Jeszcze przed świętami o konkursie nikt nie wspominał. Szefem PKO BP miał zostać Kazimierz Marcinkiewicz, który nie zgodził się na powrót do rządu. Jednak po medialnych atakach minister skarbu zmienił decyzję. Ekonomiści zarzucali Marcinkiewiczowi przede wszystkim brak doświadczenia. Ogłoszenie o konkursie na prezesa PKO BP ukaże się we wtorek. Nie ma w nim ani słowa o wymogu doświadczenia w bankowości. Kandydat musi za to „dawać rękojmię ostrożnego i stabilnego zarządzania bankiem, posiadać wyższe wykształcenie i doświadczenie zawodowe niezbędne do kierowania bankiem”. Zgłoszenia będą przyjmowane do 16 stycznia.

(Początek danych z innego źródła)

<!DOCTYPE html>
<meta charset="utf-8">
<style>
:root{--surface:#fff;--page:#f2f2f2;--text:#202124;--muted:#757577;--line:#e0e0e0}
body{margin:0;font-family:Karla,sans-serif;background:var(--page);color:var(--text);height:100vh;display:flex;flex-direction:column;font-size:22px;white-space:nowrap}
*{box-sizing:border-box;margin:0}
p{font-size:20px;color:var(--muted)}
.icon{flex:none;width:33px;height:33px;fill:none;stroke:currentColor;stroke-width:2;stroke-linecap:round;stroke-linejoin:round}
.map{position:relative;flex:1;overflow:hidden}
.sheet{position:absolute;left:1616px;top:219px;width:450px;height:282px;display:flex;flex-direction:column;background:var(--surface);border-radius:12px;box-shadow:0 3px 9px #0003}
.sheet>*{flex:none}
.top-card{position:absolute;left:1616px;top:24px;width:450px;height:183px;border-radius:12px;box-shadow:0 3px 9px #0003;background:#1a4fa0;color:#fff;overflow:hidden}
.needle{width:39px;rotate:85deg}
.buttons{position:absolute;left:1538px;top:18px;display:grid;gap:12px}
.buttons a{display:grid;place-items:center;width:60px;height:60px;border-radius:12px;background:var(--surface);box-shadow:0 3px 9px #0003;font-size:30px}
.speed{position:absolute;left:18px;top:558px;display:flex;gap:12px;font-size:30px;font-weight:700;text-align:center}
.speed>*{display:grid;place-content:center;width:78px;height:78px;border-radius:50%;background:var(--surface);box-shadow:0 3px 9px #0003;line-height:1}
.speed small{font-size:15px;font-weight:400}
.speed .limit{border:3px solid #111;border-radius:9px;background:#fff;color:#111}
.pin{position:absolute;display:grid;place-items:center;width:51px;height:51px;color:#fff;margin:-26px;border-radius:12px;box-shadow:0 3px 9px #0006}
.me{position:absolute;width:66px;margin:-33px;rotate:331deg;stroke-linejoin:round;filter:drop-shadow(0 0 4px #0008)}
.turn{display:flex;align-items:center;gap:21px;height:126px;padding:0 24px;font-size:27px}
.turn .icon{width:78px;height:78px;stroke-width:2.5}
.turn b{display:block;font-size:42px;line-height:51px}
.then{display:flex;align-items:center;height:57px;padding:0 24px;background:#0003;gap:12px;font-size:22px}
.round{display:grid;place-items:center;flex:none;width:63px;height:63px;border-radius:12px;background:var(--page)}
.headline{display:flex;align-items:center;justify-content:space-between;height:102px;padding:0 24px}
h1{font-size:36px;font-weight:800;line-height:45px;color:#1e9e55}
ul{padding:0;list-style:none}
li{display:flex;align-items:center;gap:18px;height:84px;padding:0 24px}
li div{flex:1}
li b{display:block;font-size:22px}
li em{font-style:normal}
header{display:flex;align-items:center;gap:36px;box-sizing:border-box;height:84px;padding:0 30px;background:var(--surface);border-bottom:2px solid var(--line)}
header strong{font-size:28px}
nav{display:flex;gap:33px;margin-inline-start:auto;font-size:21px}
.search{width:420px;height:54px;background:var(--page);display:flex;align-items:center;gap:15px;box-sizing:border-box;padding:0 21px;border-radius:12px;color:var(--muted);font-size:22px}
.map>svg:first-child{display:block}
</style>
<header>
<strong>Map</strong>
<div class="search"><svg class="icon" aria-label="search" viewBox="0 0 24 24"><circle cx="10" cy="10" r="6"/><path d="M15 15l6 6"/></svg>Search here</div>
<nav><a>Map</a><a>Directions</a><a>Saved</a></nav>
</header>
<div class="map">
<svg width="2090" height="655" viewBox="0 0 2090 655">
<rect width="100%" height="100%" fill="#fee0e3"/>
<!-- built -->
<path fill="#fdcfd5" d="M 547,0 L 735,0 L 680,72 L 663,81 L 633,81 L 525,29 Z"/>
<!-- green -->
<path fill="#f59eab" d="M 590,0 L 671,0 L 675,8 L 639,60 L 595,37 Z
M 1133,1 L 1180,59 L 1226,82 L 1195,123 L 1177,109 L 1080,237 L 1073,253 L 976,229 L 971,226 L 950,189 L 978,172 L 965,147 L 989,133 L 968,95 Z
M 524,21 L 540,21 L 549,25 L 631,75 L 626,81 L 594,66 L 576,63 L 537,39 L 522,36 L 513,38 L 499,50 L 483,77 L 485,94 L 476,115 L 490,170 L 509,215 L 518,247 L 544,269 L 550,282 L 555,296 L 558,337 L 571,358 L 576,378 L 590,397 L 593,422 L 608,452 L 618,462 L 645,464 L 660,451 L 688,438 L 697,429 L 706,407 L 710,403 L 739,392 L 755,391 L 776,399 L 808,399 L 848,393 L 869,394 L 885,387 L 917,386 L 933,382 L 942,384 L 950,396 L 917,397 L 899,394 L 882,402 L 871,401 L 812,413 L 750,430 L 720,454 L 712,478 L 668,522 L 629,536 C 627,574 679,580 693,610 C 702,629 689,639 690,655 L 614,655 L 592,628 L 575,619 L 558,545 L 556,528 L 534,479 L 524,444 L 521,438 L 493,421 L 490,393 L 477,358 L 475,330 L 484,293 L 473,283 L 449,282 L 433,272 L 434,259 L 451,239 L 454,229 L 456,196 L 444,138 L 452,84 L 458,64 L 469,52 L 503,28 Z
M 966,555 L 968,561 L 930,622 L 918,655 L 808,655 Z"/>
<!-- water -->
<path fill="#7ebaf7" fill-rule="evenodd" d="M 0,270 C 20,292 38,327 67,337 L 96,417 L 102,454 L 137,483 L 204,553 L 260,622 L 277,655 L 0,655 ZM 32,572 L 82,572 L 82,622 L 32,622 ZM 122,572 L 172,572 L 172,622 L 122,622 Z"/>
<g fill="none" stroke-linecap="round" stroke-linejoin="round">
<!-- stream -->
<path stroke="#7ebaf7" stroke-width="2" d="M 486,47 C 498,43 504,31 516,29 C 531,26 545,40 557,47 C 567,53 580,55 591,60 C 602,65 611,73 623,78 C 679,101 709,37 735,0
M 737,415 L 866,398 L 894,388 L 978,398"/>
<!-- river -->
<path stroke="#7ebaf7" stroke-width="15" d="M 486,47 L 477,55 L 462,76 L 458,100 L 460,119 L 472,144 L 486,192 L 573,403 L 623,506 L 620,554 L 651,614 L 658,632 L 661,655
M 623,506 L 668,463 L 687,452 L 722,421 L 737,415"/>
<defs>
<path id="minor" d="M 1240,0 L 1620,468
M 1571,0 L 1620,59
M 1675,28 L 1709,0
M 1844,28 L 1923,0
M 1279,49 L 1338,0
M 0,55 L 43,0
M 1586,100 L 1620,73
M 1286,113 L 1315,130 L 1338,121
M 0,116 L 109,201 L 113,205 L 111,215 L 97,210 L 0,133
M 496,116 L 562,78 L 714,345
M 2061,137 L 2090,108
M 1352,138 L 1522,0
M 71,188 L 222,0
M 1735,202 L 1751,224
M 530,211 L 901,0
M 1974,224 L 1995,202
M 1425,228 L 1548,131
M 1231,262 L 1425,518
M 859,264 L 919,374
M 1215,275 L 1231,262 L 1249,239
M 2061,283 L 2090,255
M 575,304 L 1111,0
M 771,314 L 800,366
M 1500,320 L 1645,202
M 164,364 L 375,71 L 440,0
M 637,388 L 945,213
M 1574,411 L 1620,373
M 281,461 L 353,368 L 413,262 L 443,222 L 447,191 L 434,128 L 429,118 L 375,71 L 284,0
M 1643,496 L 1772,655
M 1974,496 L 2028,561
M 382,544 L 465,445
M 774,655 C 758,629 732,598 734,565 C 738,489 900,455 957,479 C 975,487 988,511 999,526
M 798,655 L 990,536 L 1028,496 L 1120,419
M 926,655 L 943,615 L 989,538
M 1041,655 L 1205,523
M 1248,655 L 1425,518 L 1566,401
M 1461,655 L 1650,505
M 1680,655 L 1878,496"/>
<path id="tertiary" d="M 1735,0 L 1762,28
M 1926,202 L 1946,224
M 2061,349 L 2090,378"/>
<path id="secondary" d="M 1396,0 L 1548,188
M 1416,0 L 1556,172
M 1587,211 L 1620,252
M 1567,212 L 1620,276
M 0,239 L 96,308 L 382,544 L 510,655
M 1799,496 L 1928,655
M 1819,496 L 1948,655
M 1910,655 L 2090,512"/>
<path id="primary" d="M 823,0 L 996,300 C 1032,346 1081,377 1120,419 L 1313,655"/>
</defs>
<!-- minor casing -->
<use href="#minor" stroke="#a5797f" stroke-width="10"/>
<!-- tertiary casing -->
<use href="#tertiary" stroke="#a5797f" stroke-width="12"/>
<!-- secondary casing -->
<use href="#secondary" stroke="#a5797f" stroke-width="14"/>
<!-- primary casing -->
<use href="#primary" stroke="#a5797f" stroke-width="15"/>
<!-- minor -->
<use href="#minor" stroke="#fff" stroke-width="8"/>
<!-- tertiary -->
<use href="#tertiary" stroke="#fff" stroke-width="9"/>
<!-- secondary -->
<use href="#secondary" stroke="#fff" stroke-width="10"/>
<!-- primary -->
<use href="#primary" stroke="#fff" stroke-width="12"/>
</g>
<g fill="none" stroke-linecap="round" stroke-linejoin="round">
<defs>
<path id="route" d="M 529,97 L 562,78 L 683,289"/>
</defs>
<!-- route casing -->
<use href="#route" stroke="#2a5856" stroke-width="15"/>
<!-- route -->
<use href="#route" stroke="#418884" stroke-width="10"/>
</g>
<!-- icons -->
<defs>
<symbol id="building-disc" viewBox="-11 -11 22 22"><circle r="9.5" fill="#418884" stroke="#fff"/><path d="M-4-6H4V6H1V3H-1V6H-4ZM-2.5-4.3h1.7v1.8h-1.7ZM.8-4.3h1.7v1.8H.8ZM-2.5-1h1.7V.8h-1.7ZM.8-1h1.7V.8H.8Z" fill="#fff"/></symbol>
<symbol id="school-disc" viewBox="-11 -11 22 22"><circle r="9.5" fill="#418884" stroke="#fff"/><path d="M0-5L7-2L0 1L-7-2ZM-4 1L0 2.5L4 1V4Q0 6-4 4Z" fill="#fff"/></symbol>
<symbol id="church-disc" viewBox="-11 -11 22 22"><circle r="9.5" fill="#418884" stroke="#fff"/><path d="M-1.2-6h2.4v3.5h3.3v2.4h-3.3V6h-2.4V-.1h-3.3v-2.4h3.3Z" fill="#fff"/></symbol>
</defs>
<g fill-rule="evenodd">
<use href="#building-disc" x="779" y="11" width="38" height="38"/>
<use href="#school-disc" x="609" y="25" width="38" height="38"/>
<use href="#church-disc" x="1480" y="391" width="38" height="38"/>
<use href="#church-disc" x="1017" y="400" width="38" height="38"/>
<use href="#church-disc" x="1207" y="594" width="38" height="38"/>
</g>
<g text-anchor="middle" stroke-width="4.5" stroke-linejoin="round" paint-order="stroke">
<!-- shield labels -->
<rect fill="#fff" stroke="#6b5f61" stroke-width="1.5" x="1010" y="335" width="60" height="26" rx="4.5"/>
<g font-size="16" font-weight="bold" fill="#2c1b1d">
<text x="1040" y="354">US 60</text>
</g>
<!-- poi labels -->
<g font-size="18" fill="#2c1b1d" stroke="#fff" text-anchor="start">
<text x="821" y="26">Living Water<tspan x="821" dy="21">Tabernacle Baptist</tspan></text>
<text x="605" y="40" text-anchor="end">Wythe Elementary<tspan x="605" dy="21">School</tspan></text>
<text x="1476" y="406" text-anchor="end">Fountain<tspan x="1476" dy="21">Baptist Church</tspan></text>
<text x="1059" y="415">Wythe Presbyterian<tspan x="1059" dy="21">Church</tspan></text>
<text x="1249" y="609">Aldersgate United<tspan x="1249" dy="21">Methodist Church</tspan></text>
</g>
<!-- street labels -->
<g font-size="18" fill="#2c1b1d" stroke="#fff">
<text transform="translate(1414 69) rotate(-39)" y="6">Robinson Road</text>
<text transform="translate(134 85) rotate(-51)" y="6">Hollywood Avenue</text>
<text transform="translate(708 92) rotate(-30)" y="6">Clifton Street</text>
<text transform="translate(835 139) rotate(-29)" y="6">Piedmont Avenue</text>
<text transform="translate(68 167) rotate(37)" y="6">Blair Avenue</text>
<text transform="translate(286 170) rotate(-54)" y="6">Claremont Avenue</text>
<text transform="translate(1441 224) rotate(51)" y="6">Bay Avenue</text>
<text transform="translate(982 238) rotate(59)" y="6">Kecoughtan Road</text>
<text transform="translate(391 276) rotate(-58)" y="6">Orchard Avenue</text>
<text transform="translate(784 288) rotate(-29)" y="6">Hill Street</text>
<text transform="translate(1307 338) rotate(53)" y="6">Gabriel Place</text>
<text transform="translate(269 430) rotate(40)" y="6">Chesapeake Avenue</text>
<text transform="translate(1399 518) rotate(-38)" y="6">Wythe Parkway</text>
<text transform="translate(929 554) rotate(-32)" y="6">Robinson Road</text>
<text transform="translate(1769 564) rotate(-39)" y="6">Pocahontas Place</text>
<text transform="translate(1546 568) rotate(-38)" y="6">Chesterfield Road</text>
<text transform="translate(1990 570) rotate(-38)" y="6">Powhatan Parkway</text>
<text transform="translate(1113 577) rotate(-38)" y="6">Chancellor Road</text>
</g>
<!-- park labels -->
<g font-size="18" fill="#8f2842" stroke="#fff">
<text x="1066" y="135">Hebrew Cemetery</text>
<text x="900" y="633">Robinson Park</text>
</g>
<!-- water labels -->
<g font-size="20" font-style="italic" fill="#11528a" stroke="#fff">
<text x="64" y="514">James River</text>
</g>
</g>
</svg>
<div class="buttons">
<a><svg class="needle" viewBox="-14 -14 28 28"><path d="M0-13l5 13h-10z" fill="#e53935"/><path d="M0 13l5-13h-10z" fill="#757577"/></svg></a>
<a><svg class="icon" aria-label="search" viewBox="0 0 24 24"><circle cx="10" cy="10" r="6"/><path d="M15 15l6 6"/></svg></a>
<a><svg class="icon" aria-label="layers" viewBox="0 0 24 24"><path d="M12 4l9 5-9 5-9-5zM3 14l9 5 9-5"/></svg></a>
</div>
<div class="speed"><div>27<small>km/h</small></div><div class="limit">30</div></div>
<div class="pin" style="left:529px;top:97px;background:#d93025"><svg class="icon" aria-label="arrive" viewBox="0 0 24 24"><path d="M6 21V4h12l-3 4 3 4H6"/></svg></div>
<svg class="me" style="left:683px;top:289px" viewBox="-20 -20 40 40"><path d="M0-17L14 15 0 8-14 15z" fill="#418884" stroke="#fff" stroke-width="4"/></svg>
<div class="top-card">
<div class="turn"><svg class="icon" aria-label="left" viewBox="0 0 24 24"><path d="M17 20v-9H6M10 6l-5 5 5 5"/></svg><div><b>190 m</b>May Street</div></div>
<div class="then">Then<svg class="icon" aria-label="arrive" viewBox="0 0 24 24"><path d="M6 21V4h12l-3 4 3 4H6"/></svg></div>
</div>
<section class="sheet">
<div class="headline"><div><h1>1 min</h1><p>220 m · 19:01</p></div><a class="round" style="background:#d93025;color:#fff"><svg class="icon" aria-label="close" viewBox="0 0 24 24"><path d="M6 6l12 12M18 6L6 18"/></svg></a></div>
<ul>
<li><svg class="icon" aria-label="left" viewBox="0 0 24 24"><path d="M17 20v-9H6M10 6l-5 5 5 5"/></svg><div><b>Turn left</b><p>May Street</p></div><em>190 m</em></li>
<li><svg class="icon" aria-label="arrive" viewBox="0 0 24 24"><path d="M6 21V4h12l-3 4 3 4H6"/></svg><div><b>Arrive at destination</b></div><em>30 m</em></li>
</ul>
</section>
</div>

Natomiast Marcinkiewicz od wtorku będzie doradzał p.o. prezesa Sławomirowi Skrzypkowi, jak sam mówi – „w sprawach nowej strategii”. – Objęcie stanowiska doradcy nie otwiera Kazimierzowi Marcinkiewiczowi drogi do funkcji prezesa, bo nie jest ono kwalifikowane jako wymagane prawem doświadczenie na stanowisku kierowniczym – mówi Krzysztof Pietraszkiewicz, prezes Związku Banków Polskich.
– Jeżeli się nie ma kompetencji do tego, żeby być szefem jakiejś instytucji, to tym bardziej nie ma się kompetencji, by być doradcą szefa takiej instytucji – kwituje Adam Szejnfeld (PO).